Photo: Chris Carlsson

“It was profound,” said her son Río Yañez of the gathering. “I regret that she wasn’t there. Because it was all of her community and chosen family. Many that were there were there helping her in the last two years of her life.”

The gathering included prints of Lopez created by Sabogal, and a makeshift altar put together by community folk. “It felt like the old Mission that I grew up in,” Río said. “It was the gathering of friends and family that she always dreamed of.”

Born in San Diego on Nov. 1, 1942, Lopez began painting Modigliani-like young women at the age of 12 using the Pelikan watercolors her hairdresser uncle had given her. A shy child, Lopez cruised the library stacks with the same excitement older teenagers cruised down boulevards. By 16, Lopez discovered the beatnik poets and hung a poster of Alfred E. Neuman on the walls of the bedroom she shared with her two younger sisters.

In the early 1960s, when her mother could no longer afford to support her, Lopez moved to the Bay Area. The Chicano movement was beginning to find its voice, and so was Lopez.
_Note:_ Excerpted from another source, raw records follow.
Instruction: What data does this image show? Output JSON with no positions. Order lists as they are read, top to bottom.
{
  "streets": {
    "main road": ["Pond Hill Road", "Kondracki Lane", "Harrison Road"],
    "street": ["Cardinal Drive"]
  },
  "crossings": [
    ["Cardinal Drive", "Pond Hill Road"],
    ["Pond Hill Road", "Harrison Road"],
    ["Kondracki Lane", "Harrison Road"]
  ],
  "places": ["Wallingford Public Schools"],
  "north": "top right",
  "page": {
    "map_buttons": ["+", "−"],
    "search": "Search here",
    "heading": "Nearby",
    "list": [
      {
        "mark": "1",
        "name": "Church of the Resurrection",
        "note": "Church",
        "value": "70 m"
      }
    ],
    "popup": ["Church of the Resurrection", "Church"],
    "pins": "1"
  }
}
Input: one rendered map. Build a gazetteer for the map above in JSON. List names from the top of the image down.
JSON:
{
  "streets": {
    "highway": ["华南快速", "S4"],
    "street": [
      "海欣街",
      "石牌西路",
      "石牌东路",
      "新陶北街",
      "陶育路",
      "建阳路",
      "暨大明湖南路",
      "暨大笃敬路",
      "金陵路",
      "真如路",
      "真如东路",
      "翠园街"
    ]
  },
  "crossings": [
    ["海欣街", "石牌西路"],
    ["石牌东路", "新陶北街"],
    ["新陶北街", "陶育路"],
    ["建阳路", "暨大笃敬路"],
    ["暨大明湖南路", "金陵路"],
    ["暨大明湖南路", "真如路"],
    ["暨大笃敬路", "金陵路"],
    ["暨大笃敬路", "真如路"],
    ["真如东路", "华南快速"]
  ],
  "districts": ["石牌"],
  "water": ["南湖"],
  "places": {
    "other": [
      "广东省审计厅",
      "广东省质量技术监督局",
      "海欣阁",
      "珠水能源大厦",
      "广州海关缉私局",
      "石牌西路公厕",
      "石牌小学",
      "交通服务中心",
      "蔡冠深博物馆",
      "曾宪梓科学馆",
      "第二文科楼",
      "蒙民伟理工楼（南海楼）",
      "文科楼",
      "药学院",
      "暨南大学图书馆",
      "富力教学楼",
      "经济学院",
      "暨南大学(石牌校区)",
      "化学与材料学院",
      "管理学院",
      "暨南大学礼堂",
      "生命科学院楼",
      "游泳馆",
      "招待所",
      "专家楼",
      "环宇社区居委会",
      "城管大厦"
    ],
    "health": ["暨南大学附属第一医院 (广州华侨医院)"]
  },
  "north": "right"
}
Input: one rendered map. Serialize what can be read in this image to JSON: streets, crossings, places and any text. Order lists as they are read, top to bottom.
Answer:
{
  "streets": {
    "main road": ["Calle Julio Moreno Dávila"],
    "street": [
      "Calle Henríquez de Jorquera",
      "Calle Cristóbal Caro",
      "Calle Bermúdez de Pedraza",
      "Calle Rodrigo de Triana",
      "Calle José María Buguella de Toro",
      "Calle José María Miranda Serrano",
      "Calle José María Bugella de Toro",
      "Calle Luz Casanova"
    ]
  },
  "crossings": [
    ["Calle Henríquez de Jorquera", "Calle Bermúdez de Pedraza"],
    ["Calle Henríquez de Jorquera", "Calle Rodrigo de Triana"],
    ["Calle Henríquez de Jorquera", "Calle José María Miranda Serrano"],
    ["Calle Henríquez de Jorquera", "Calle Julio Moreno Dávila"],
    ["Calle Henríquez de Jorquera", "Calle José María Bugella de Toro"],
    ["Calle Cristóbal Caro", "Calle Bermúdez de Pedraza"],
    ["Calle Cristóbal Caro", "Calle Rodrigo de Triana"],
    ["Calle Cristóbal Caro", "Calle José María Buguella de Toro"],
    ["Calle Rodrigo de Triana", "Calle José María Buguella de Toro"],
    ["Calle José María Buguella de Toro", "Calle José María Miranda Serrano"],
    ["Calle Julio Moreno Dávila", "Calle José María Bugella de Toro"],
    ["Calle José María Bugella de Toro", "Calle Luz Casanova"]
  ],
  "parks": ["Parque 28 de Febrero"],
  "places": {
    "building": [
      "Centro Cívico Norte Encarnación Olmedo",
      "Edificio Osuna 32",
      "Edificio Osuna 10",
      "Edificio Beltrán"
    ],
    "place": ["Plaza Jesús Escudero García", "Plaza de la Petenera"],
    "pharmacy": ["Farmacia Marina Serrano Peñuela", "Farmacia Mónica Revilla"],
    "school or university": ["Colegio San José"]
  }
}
“I came out of the San Francisco State Strike, just one of the little munchkins walking the picket line,” Lopez told El Tecolote in 2019. “I was just one little working class Mexican girl taking art classes there.” She worked at the Golden Gate Theatre to support herself through school, occasionally getting her friends in for free.

It was out of the student strike at San Francisco State College, which lasted from 1968-69 and gave birth to the College of Ethnic Studies, where Lopez’s path in political art began.

“I very much saw myself as a revolutionary,” Lopez told El Tecolote in 2019, referring to her political work at the time. “Which meant a whole different way of constructing a society and politics.”

Shortly after the strike, seven Central American youth from the Mission District—who went on to become known as Los Siete de la Raza—were accused of killing SFPD officer Joe Brodnik in May 1969. The arrests galvanized the Mission, and following the lead of Third World Liberation Front spokesperson Roger Alvarado and Los Siete organizer Donna Amador, Lopez joined the fight to free Los Siete.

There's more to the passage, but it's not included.